I wanted to ask him what I was supposed to do now. Why wasn’t he saying anything? He should know. Him with all the answers. The plans to each season. I kept watching him. Silent. Taking in all of my mother’s broken words. My heart screamed into my unopened mouth — say something!!!! I knew he had liked my father. I knew it wasn’t only my mom and I that felt the break. There isn’t just one crack when a family splits. But he was the shoulders — my grandfather, her father, this farmer that stood beside the kitchen table. He was the master of dirt. Changing it into green and gold. Why wasn’t he changing this?
I kept staring out the window. He said a few things to my mother. I don’t know that she felt better, no, better would take time. But I could see relief. Relief of weight. Of story. Some words aren’t meant to be carried.
I was still waiting. Waiting for my “few.” His worked hand cupped over most of my shoulder and part of my back.
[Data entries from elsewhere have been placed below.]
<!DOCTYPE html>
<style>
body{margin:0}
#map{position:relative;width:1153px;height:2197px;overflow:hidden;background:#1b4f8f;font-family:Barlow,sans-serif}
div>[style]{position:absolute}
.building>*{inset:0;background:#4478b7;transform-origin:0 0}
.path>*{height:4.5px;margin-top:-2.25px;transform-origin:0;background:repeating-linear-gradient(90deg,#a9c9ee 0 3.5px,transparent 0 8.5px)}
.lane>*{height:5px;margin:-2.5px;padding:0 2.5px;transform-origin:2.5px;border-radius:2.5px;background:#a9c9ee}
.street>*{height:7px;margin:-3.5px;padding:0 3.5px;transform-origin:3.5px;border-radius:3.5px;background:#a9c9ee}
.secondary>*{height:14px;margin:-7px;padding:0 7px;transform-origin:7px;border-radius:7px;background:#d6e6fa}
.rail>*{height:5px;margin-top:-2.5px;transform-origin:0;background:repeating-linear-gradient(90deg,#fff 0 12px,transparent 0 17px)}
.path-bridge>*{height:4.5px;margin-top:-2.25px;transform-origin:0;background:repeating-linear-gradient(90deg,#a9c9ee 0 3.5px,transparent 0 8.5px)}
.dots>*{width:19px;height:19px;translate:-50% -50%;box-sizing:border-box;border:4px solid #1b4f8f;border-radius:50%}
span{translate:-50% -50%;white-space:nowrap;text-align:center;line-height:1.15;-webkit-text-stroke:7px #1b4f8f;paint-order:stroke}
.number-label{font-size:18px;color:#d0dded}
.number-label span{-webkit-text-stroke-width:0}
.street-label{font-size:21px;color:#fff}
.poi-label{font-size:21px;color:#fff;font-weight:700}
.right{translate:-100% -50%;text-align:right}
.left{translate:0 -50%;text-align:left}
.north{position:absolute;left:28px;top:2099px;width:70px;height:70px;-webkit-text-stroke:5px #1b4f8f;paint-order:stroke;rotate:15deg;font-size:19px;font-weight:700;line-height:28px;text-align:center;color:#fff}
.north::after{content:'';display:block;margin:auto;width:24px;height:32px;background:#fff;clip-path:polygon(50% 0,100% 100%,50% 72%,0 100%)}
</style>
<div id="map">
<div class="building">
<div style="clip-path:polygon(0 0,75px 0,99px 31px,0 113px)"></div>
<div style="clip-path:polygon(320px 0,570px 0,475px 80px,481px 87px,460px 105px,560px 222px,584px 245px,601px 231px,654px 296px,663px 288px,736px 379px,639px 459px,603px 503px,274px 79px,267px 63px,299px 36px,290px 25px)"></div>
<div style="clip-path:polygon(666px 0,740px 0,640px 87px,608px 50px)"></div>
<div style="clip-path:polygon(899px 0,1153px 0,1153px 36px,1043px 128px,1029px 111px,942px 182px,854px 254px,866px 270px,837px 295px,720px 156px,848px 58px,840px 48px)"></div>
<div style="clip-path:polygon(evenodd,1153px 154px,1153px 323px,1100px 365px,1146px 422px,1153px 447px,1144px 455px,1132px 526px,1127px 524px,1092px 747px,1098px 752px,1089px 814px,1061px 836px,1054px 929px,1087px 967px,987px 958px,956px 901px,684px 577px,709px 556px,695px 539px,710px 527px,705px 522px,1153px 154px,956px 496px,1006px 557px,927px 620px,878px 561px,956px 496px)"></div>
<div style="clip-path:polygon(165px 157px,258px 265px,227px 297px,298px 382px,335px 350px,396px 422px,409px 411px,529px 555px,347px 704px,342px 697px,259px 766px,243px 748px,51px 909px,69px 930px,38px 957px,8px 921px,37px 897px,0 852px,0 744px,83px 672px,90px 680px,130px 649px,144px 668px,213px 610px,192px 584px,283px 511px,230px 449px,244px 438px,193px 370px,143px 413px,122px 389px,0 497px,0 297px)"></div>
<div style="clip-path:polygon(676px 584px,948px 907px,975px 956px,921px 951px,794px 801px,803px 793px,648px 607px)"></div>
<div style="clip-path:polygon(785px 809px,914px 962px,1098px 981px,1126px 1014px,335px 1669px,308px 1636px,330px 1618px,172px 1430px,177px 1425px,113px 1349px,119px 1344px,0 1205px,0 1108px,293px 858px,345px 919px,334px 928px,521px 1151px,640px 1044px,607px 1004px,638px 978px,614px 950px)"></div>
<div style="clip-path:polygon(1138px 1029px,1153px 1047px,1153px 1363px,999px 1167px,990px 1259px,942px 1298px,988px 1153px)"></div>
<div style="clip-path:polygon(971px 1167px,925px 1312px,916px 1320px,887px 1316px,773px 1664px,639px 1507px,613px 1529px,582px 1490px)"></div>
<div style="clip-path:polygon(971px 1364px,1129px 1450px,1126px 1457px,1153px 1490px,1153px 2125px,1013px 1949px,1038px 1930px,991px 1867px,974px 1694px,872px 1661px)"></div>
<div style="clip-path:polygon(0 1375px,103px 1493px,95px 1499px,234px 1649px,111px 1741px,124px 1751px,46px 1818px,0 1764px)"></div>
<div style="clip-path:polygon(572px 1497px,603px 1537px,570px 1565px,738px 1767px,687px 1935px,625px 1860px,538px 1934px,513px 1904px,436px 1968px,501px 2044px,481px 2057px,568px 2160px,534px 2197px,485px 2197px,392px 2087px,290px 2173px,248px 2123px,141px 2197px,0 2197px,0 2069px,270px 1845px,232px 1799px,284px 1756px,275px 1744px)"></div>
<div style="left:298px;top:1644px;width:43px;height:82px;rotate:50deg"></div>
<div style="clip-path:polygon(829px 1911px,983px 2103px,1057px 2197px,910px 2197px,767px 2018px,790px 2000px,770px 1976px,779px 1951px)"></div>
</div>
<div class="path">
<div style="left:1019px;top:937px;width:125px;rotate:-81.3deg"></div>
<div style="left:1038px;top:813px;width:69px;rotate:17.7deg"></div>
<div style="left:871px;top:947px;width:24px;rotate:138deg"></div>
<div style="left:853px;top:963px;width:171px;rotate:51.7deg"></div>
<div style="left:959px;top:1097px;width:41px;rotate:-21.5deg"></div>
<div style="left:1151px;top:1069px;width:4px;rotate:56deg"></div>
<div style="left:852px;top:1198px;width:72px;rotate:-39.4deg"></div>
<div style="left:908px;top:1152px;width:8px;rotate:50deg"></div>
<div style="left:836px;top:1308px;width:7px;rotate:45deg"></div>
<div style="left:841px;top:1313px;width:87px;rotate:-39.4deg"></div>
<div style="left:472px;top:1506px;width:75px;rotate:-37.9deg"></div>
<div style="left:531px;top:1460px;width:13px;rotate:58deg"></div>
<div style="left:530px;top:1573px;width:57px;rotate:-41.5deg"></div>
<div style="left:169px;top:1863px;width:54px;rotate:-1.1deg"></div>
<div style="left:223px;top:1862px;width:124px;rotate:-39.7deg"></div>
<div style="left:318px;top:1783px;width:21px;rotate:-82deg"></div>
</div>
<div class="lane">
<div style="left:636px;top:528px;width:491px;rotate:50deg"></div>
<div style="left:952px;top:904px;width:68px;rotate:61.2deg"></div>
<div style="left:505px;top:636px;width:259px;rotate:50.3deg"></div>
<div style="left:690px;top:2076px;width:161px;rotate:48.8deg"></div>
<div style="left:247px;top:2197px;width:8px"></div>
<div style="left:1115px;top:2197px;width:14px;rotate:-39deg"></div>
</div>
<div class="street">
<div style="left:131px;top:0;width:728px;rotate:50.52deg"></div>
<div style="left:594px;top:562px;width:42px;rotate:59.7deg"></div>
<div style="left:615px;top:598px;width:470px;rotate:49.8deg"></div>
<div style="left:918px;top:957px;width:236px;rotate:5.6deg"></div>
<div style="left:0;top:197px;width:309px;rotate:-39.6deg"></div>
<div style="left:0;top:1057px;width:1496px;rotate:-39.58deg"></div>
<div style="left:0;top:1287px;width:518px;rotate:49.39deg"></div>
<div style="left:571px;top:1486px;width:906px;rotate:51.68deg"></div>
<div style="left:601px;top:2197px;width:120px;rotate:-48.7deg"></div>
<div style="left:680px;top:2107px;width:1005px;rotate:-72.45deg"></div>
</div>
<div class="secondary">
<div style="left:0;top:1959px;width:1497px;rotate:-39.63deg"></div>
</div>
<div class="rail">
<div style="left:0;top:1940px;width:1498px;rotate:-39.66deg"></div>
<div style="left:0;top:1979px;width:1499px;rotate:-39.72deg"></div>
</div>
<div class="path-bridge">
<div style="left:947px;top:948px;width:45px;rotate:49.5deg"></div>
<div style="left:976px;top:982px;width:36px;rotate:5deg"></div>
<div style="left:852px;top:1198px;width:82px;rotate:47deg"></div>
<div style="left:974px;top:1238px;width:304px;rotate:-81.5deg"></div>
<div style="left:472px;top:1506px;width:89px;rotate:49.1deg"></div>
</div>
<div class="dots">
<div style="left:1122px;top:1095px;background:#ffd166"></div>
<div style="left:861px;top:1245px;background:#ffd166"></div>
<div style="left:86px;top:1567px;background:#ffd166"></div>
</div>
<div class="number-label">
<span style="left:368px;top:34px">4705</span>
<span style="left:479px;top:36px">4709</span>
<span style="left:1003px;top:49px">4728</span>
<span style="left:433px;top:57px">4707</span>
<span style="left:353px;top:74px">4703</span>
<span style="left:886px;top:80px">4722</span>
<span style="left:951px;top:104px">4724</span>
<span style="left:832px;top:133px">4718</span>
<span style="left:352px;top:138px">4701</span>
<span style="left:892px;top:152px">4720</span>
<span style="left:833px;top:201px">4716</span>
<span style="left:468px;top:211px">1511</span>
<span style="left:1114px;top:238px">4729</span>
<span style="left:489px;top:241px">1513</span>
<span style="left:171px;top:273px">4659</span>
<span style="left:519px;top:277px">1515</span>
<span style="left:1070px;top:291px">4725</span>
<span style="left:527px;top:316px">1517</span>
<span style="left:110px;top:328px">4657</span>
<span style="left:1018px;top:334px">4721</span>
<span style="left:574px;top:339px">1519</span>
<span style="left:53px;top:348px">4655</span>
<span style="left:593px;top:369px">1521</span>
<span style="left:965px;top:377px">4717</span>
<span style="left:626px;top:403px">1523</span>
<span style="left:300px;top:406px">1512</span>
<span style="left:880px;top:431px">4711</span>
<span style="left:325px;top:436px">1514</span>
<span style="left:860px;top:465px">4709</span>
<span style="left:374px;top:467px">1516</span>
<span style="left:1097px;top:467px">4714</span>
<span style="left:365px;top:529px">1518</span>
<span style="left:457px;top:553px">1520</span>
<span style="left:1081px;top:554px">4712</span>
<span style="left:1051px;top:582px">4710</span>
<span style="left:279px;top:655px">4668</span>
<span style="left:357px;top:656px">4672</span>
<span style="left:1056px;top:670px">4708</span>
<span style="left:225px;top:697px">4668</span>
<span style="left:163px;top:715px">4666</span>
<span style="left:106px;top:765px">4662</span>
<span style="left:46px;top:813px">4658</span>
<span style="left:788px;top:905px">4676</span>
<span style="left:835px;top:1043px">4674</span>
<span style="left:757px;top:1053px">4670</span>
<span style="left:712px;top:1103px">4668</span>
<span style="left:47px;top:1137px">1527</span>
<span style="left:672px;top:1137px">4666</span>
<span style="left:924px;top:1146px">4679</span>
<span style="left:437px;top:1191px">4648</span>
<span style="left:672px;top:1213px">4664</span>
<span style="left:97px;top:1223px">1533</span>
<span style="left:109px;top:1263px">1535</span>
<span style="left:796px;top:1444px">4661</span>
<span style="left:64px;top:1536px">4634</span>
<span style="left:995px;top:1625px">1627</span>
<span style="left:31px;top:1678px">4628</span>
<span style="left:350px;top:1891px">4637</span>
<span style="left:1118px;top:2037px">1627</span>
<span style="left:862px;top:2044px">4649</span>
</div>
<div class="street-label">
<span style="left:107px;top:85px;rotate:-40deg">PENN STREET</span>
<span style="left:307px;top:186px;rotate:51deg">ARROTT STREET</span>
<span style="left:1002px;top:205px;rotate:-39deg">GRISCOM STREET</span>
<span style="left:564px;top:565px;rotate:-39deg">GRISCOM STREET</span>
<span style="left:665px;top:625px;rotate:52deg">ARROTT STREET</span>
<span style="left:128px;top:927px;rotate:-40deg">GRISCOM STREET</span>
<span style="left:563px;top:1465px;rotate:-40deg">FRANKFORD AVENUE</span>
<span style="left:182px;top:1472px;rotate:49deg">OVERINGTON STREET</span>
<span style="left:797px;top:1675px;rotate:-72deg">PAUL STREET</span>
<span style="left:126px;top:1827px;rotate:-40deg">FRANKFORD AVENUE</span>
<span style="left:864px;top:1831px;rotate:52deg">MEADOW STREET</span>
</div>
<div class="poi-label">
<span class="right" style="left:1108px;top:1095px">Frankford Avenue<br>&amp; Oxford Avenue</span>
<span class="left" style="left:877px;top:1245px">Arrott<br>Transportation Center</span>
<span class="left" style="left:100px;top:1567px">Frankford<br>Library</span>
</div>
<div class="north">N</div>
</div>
He leaned in. “It’s not it,” he whispered, “you get to decide.” My heart was not yet even green, but I knew better would come, in my season.
Stepping out of the shower yesterday in Mississippi, I reached for the stack of towels I had asked for from the maid in the hall on my return from the gym. The top towel — a bath mat. I threw it on the floor and got out. Second towel. Third. Bath mats. She had given me nothing but bath mats. Cold and trying to wrap in the impossibly small cloth, I started to laugh. I ran to my iPad and wrote down the words, “Nothing but bath mats.” I decided it was going to be a great day.
We don’t always get to chose the words we are given, but make no mistake, we decide the story.